Every record that follows needs to be written out again, exactly.

Source information START

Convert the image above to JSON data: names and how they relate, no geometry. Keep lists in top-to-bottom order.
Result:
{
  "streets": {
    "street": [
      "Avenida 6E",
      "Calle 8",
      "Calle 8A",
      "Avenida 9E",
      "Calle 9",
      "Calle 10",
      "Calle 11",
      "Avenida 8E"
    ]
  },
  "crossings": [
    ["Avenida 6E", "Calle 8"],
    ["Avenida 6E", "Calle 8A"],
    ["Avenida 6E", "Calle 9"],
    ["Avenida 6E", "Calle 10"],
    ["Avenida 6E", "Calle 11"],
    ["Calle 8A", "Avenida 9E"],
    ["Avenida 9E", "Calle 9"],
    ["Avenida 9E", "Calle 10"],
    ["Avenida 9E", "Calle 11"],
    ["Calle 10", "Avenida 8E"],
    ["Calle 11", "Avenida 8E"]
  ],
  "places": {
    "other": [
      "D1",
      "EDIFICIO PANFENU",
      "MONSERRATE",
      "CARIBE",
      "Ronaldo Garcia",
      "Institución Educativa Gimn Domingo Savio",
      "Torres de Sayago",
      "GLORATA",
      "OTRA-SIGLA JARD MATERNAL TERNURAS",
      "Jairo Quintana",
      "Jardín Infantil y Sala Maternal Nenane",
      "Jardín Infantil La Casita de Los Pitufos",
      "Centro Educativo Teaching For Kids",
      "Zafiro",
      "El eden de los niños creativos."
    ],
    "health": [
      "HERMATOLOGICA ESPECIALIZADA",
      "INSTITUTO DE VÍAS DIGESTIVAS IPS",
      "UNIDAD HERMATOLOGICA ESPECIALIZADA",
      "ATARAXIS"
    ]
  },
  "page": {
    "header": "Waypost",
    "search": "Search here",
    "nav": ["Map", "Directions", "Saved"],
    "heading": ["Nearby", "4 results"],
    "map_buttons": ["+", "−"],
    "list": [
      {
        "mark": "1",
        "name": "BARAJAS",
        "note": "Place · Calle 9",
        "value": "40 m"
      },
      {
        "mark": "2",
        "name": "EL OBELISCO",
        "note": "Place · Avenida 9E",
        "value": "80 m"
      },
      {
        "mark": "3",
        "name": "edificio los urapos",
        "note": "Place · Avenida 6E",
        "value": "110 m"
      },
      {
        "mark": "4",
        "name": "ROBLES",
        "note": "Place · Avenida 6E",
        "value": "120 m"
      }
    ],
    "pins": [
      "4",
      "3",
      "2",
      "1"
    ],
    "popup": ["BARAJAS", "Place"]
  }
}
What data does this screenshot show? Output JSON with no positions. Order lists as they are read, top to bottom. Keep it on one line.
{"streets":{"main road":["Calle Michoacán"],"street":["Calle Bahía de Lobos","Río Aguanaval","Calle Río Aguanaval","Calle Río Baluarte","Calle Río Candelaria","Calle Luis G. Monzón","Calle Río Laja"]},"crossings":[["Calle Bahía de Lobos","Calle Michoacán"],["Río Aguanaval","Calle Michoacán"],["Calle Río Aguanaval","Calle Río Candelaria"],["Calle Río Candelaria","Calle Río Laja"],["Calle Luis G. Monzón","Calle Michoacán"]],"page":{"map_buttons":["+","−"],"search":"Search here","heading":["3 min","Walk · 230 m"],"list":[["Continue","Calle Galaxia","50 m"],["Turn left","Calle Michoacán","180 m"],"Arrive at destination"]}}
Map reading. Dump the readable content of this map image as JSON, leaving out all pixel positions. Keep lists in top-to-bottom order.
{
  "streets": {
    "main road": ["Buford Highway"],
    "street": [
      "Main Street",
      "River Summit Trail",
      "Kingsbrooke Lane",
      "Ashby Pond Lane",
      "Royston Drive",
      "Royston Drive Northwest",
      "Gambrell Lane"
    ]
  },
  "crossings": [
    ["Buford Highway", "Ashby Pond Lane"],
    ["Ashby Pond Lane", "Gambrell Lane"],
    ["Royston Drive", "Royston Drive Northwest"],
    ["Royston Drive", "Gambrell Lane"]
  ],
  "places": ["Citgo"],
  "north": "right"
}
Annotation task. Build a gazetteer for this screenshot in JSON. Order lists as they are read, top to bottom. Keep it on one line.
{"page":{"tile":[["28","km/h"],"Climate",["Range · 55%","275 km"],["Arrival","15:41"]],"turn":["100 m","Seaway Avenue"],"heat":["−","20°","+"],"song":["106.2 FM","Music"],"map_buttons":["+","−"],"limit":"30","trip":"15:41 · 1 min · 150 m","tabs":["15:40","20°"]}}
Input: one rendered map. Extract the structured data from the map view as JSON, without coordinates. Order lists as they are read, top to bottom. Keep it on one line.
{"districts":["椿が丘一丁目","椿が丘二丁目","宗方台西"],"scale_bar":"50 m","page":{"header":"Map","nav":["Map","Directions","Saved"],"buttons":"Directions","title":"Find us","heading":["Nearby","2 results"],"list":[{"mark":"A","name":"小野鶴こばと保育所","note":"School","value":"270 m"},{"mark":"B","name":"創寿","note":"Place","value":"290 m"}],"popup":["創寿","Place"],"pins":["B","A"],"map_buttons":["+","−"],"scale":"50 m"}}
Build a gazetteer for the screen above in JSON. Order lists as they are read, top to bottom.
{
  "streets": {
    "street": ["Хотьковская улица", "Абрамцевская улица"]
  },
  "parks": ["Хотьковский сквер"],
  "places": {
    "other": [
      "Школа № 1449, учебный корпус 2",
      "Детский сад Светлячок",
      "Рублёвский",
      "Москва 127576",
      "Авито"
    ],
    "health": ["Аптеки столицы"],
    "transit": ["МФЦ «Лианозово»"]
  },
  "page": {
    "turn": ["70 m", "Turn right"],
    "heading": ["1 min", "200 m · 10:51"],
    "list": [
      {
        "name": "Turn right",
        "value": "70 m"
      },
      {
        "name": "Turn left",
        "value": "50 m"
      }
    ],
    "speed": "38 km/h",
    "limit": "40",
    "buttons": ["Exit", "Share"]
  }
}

Source information END

* _Result of this task_
Convert the image above to JSON data: names and how they relate, no geometry. Keep lists in top-to-bottom order.
Result:
{
  "streets": {
    "street": [
      "Avenida 6E",
      "Calle 8",
      "Calle 8A",
      "Avenida 9E",
      "Calle 9",
      "Calle 10",
      "Calle 11",
      "Avenida 8E"
    ]
  },
  "crossings": [
    ["Avenida 6E", "Calle 8"],
    ["Avenida 6E", "Calle 8A"],
    ["Avenida 6E", "Calle 9"],
    ["Avenida 6E", "Calle 10"],
    ["Avenida 6E", "Calle 11"],
    ["Calle 8A", "Avenida 9E"],
    ["Avenida 9E", "Calle 9"],
    ["Avenida 9E", "Calle 10"],
    ["Avenida 9E", "Calle 11"],
    ["Calle 10", "Avenida 8E"],
    ["Calle 11", "Avenida 8E"]
  ],
  "places": {
    "other": [
      "D1",
      "EDIFICIO PANFENU",
      "MONSERRATE",
      "CARIBE",
      "Ronaldo Garcia",
      "Institución Educativa Gimn Domingo Savio",
      "Torres de Sayago",
      "GLORATA",
      "OTRA-SIGLA JARD MATERNAL TERNURAS",
      "Jairo Quintana",
      "Jardín Infantil y Sala Maternal Nenane",
      "Jardín Infantil La Casita de Los Pitufos",
      "Centro Educativo Teaching For Kids",
      "Zafiro",
      "El eden de los niños creativos."
    ],
    "health": [
      "HERMATOLOGICA ESPECIALIZADA",
      "INSTITUTO DE VÍAS DIGESTIVAS IPS",
      "UNIDAD HERMATOLOGICA ESPECIALIZADA",
      "ATARAXIS"
    ]
  },
  "page": {
    "header": "Waypost",
    "search": "Search here",
    "nav": ["Map", "Directions", "Saved"],
    "heading": ["Nearby", "4 results"],
    "map_buttons": ["+", "−"],
    "list": [
      {
        "mark": "1",
        "name": "BARAJAS",
        "note": "Place · Calle 9",
        "value": "40 m"
      },
      {
        "mark": "2",
        "name": "EL OBELISCO",
        "note": "Place · Avenida 9E",
        "value": "80 m"
      },
      {
        "mark": "3",
        "name": "edificio los urapos",
        "note": "Place · Avenida 6E",
        "value": "110 m"
      },
      {
        "mark": "4",
        "name": "ROBLES",
        "note": "Place · Avenida 6E",
        "value": "120 m"
      }
    ],
    "pins": [
      "4",
      "3",
      "2",
      "1"
    ],
    "popup": ["BARAJAS", "Place"]
  }
}
What data does this screenshot show? Output JSON with no positions. Order lists as they are read, top to bottom. Keep it on one line.
{"streets":{"main road":["Calle Michoacán"],"street":["Calle Bahía de Lobos","Río Aguanaval","Calle Río Aguanaval","Calle Río Baluarte","Calle Río Candelaria","Calle Luis G. Monzón","Calle Río Laja"]},"crossings":[["Calle Bahía de Lobos","Calle Michoacán"],["Río Aguanaval","Calle Michoacán"],["Calle Río Aguanaval","Calle Río Candelaria"],["Calle Río Candelaria","Calle Río Laja"],["Calle Luis G. Monzón","Calle Michoacán"]],"page":{"map_buttons":["+","−"],"search":"Search here","heading":["3 min","Walk · 230 m"],"list":[["Continue","Calle Galaxia","50 m"],["Turn left","Calle Michoacán","180 m"],"Arrive at destination"]}}
Map reading. Dump the readable content of this map image as JSON, leaving out all pixel positions. Keep lists in top-to-bottom order.
{
  "streets": {
    "main road": ["Buford Highway"],
    "street": [
      "Main Street",
      "River Summit Trail",
      "Kingsbrooke Lane",
      "Ashby Pond Lane",
      "Royston Drive",
      "Royston Drive Northwest",
      "Gambrell Lane"
    ]
  },
  "crossings": [
    ["Buford Highway", "Ashby Pond Lane"],
    ["Ashby Pond Lane", "Gambrell Lane"],
    ["Royston Drive", "Royston Drive Northwest"],
    ["Royston Drive", "Gambrell Lane"]
  ],
  "places": ["Citgo"],
  "north": "right"
}
Annotation task. Build a gazetteer for this screenshot in JSON. Order lists as they are read, top to bottom. Keep it on one line.
{"page":{"tile":[["28","km/h"],"Climate",["Range · 55%","275 km"],["Arrival","15:41"]],"turn":["100 m","Seaway Avenue"],"heat":["−","20°","+"],"song":["106.2 FM","Music"],"map_buttons":["+","−"],"limit":"30","trip":"15:41 · 1 min · 150 m","tabs":["15:40","20°"]}}
Input: one rendered map. Extract the structured data from the map view as JSON, without coordinates. Order lists as they are read, top to bottom. Keep it on one line.
{"districts":["椿が丘一丁目","椿が丘二丁目","宗方台西"],"scale_bar":"50 m","page":{"header":"Map","nav":["Map","Directions","Saved"],"buttons":"Directions","title":"Find us","heading":["Nearby","2 results"],"list":[{"mark":"A","name":"小野鶴こばと保育所","note":"School","value":"270 m"},{"mark":"B","name":"創寿","note":"Place","value":"290 m"}],"popup":["創寿","Place"],"pins":["B","A"],"map_buttons":["+","−"],"scale":"50 m"}}
Build a gazetteer for the screen above in JSON. Order lists as they are read, top to bottom.
{
  "streets": {
    "street": ["Хотьковская улица", "Абрамцевская улица"]
  },
  "parks": ["Хотьковский сквер"],
  "places": {
    "other": [
      "Школа № 1449, учебный корпус 2",
      "Детский сад Светлячок",
      "Рублёвский",
      "Москва 127576",
      "Авито"
    ],
    "health": ["Аптеки столицы"],
    "transit": ["МФЦ «Лианозово»"]
  },
  "page": {
    "turn": ["70 m", "Turn right"],
    "heading": ["1 min", "200 m · 10:51"],
    "list": [
      {
        "name": "Turn right",
        "value": "70 m"
      },
      {
        "name": "Turn left",
        "value": "50 m"
      }
    ],
    "speed": "38 km/h",
    "limit": "40",
    "buttons": ["Exit", "Share"]
  }
}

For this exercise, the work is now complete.